France has become the second European country, after Belgium, to ban the niqab, the Muslim sack that Sharia law requires women to wear to hide everything but their eyes from the sight of (horrors!) men. Spain, Switzerland and the Netherlands are expected to follow. The larger question, for which no one has an answer, is how to assimilate an alien culture in the absence of the melting pot.

The First Amendment, our glorious fundamental guarantee of life, liberty and happiness, says the right to follow any religion you choose cannot be abridged. Not even the current fad of aggressive atheism can prevail against it. But nothing is absolute.
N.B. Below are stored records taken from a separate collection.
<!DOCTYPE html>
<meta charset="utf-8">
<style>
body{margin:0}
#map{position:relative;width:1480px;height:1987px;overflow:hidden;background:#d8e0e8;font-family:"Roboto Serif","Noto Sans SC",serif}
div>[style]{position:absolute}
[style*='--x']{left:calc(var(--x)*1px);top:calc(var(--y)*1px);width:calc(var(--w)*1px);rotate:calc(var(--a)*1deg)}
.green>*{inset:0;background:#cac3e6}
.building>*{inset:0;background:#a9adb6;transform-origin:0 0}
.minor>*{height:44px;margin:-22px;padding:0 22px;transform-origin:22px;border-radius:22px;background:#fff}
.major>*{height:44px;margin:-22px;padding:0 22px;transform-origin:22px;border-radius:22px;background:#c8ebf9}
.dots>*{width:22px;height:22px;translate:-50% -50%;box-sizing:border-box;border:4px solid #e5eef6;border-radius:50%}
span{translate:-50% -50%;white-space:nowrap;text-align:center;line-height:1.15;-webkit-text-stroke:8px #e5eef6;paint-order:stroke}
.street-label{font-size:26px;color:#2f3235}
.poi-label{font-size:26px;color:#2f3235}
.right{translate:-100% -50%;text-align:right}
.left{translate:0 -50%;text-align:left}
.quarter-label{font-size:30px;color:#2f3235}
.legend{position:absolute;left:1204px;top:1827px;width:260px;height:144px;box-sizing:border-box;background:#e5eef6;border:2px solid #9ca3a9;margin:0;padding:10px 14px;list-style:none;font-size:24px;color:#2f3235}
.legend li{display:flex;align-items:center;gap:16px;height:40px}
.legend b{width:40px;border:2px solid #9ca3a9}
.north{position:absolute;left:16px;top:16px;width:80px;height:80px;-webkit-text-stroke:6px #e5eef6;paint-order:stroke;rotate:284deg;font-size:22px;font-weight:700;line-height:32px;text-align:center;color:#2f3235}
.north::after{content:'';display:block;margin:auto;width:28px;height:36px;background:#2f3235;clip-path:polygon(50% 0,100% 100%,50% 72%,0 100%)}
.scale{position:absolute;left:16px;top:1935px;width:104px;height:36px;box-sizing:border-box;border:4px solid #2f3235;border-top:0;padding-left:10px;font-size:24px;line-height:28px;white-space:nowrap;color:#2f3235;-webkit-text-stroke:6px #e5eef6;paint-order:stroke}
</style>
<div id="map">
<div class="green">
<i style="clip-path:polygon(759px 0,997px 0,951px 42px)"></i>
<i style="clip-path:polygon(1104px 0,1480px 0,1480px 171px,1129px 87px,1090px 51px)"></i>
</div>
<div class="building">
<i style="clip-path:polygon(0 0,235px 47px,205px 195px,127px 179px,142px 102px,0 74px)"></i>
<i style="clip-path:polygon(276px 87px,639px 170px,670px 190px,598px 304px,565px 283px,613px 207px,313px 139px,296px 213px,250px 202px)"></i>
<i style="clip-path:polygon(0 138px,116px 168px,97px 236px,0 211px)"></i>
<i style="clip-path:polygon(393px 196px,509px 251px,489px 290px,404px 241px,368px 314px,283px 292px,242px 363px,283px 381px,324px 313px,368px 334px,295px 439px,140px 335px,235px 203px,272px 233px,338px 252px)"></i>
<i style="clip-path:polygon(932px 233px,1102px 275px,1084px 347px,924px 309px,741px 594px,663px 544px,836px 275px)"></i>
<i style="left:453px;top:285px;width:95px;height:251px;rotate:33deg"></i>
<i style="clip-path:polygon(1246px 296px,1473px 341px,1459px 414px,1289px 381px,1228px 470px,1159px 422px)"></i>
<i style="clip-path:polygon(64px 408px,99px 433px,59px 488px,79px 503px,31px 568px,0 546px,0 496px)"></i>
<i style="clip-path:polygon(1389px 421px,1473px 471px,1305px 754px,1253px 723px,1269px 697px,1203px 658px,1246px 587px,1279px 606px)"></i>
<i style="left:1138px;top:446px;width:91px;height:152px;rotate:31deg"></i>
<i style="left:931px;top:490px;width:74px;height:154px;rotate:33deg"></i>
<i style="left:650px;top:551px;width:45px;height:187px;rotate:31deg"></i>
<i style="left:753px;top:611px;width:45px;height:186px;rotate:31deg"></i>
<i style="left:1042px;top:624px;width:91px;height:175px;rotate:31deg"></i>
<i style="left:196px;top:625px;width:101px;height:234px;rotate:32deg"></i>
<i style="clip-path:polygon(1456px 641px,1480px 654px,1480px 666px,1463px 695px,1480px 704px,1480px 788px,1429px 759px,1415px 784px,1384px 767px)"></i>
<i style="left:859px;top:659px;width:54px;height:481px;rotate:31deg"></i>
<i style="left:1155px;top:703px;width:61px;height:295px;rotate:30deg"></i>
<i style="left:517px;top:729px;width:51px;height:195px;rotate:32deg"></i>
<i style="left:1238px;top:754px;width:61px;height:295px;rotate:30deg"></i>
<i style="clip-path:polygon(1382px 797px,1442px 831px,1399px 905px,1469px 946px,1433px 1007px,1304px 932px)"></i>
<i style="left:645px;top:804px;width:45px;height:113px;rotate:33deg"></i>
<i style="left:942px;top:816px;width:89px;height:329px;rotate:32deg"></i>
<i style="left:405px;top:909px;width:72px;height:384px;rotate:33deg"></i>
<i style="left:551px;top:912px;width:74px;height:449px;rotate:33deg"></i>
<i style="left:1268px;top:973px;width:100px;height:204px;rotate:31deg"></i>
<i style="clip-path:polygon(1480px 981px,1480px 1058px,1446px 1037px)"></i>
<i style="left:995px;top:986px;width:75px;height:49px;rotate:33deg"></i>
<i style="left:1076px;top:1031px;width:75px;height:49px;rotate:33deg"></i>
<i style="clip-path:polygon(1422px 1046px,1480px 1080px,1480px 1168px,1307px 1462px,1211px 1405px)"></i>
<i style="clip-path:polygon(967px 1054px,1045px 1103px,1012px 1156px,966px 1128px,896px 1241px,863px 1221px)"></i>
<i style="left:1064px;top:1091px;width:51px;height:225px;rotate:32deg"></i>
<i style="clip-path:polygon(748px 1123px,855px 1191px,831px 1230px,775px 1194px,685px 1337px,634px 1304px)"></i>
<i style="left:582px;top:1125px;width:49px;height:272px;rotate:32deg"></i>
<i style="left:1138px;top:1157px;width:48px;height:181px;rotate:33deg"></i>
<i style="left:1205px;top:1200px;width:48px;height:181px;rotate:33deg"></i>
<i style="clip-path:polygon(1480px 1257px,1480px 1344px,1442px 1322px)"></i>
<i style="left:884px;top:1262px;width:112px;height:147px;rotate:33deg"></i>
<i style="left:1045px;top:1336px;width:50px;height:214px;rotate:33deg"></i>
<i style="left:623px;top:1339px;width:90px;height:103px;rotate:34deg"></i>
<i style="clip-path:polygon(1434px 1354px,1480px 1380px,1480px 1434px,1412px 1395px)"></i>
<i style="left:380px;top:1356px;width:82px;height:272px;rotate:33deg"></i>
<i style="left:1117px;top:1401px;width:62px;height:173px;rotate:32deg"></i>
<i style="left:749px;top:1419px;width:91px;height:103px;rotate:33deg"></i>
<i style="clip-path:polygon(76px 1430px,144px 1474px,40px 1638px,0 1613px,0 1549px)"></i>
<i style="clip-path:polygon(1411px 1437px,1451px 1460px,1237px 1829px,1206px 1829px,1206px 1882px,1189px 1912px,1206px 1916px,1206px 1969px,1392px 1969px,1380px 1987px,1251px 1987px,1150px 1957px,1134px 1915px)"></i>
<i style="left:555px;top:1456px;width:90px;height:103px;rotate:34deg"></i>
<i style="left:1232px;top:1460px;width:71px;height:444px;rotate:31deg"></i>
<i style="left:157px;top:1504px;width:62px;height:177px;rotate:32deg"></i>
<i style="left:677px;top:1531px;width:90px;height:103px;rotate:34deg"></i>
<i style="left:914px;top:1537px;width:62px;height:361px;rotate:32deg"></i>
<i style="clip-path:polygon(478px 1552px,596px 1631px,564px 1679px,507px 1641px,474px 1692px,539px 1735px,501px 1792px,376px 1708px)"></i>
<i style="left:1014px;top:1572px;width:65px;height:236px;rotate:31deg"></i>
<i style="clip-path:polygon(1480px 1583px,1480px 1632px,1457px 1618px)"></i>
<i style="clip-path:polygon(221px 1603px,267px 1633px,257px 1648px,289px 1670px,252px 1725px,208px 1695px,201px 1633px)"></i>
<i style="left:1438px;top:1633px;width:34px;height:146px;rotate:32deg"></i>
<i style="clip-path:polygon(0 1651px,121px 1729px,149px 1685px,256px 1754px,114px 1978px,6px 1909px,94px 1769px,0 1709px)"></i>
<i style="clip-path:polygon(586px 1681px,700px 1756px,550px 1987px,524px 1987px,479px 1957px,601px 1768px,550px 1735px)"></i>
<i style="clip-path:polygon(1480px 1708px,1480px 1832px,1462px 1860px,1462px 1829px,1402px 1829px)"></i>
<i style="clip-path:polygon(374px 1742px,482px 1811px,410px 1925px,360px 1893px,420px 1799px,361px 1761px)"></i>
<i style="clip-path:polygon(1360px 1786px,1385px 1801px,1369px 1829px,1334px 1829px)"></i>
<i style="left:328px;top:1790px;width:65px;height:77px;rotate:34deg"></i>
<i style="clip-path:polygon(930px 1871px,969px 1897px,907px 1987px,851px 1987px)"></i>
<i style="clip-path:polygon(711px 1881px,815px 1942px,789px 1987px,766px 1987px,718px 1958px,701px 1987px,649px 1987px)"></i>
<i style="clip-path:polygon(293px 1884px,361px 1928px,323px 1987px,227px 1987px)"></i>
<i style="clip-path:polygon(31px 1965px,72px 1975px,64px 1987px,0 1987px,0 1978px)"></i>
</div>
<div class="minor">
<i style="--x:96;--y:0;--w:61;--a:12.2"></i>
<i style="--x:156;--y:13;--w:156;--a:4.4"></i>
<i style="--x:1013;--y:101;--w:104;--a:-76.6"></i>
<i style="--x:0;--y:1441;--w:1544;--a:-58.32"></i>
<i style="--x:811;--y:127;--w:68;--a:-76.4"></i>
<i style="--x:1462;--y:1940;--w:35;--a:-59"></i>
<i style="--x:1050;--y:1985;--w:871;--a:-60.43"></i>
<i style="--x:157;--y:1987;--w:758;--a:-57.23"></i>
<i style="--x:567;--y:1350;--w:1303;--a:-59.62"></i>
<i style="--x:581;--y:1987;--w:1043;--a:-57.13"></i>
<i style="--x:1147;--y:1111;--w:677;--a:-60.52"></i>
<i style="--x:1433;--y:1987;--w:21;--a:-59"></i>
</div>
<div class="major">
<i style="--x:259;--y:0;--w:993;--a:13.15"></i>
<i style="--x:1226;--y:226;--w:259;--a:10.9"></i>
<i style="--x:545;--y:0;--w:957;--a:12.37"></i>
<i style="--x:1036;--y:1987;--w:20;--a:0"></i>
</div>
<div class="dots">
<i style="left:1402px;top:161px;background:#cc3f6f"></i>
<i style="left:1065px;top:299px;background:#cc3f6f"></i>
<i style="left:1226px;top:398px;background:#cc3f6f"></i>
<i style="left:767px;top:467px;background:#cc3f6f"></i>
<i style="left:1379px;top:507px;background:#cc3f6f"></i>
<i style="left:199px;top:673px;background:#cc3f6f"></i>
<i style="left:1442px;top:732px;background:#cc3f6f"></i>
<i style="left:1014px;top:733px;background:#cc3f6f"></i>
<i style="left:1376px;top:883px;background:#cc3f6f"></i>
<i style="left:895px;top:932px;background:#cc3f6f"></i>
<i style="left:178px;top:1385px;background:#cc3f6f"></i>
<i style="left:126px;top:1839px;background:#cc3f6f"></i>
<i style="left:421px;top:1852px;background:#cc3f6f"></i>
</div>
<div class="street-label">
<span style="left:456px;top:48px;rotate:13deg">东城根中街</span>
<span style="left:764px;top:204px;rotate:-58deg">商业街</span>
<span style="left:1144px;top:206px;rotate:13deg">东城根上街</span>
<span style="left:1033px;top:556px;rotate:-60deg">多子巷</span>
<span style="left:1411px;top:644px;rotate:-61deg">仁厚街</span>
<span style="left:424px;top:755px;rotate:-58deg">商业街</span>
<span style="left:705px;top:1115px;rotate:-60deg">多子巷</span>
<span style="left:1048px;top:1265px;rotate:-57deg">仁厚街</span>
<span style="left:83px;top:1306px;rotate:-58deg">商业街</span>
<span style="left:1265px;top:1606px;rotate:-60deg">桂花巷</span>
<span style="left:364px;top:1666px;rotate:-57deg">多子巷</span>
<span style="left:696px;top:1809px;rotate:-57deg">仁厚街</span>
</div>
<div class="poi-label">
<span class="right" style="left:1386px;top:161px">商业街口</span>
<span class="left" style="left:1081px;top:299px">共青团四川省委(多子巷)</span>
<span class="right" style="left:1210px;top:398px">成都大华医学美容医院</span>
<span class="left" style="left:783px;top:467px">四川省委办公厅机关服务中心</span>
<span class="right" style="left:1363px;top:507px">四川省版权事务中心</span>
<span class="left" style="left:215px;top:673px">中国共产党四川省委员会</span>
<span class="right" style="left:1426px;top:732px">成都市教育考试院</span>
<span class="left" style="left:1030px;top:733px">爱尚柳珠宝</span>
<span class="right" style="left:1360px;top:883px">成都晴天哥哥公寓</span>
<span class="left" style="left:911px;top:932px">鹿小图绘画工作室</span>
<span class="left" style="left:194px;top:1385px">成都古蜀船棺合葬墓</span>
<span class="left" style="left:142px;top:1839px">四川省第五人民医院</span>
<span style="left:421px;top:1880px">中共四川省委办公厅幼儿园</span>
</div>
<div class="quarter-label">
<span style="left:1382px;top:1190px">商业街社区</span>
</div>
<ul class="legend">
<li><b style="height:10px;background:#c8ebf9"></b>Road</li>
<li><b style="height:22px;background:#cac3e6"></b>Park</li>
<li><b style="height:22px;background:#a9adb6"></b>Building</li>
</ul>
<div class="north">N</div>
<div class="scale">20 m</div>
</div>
Utah had to prohibit plural marriage, despite prevailing Mormon doctrine, before it could become a state. The courts have restricted the use of certain weeds in religious ceremonies. Common sense decrees that human sacrifice would be punished by the laws against murder, and honor killings of women (honor killings of men seem never to be required) aren't allowed, no matter how devout the honor killer might be.

Eighteen states have enacted laws restricting the right to wear masks covering the face in public, laws originally aimed at the Ku Klux Klan. The authorities have argued that such bans are necessary to prevent Klan intimidation and will help police keep public order. But in several cases, the federal courts have upheld the right to associate and communicate anonymously without fear of reprisal.

No one in the lands across the seas -- not even the British, from whom we have inherited so many of the traditions of the rule of law -- is protected by anything like our First Amendment. The governments of Europe can move pretty much at will to enforce a ban of the burqa, which covers milady's eyes with a fine screen, or the niqab, which leaves the eyes uncovered. The French police, armed with the new law enacted at the behest of President Nicolas Sarkozy, cracked down the other day, breaking up a women's demonstration at Notre Dame Cathedral in Paris, arresting 59 Muslim women, 19 of them veiled.